BRIEF: Collect the lines of the entries where "Avenue" shows up.

Saved entries:
##############################

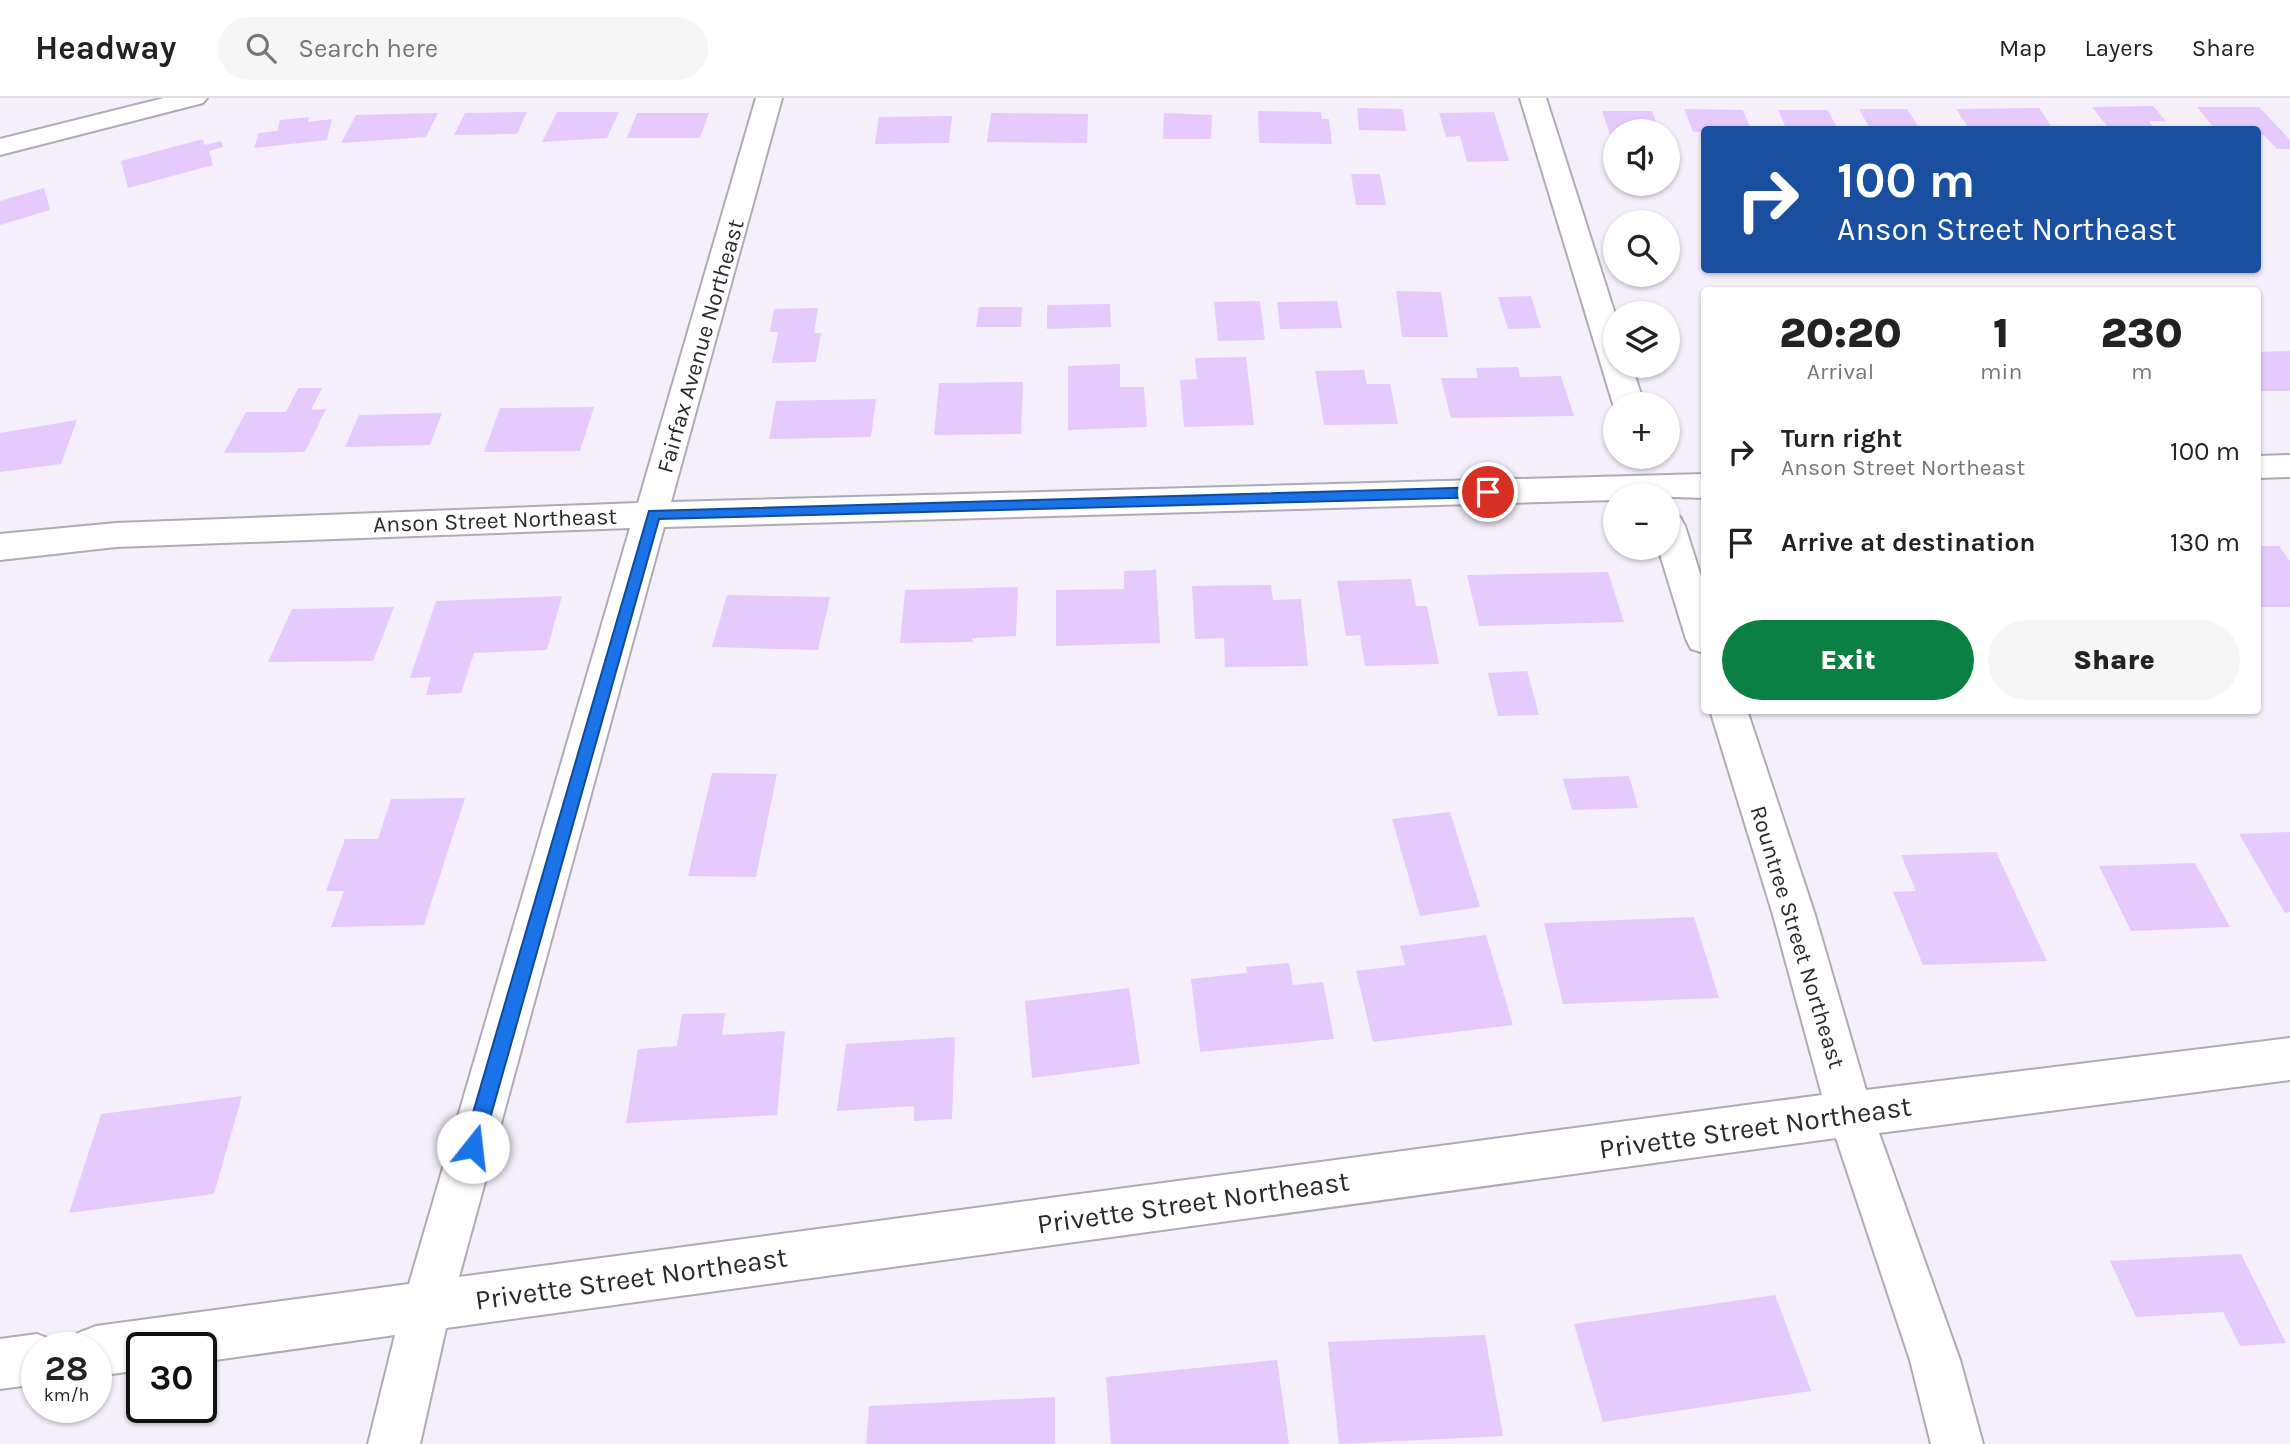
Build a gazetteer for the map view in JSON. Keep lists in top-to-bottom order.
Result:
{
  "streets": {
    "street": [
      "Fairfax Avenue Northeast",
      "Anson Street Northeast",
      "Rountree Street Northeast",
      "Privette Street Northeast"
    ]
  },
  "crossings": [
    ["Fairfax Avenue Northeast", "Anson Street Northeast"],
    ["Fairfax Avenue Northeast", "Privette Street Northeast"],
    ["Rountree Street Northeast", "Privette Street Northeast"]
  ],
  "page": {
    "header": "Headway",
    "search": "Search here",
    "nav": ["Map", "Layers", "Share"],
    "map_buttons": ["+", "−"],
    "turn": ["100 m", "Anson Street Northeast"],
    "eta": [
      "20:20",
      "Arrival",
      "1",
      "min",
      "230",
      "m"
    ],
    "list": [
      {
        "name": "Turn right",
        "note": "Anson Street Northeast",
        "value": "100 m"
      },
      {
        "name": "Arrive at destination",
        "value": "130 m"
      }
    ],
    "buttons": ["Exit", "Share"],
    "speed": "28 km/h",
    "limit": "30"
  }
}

##############################

RESULT OF THE TASK:
      "Fairfax Avenue Northeast",
    ["Fairfax Avenue Northeast", "Anson Street Northeast"],
    ["Fairfax Avenue Northeast", "Privette Street Northeast"],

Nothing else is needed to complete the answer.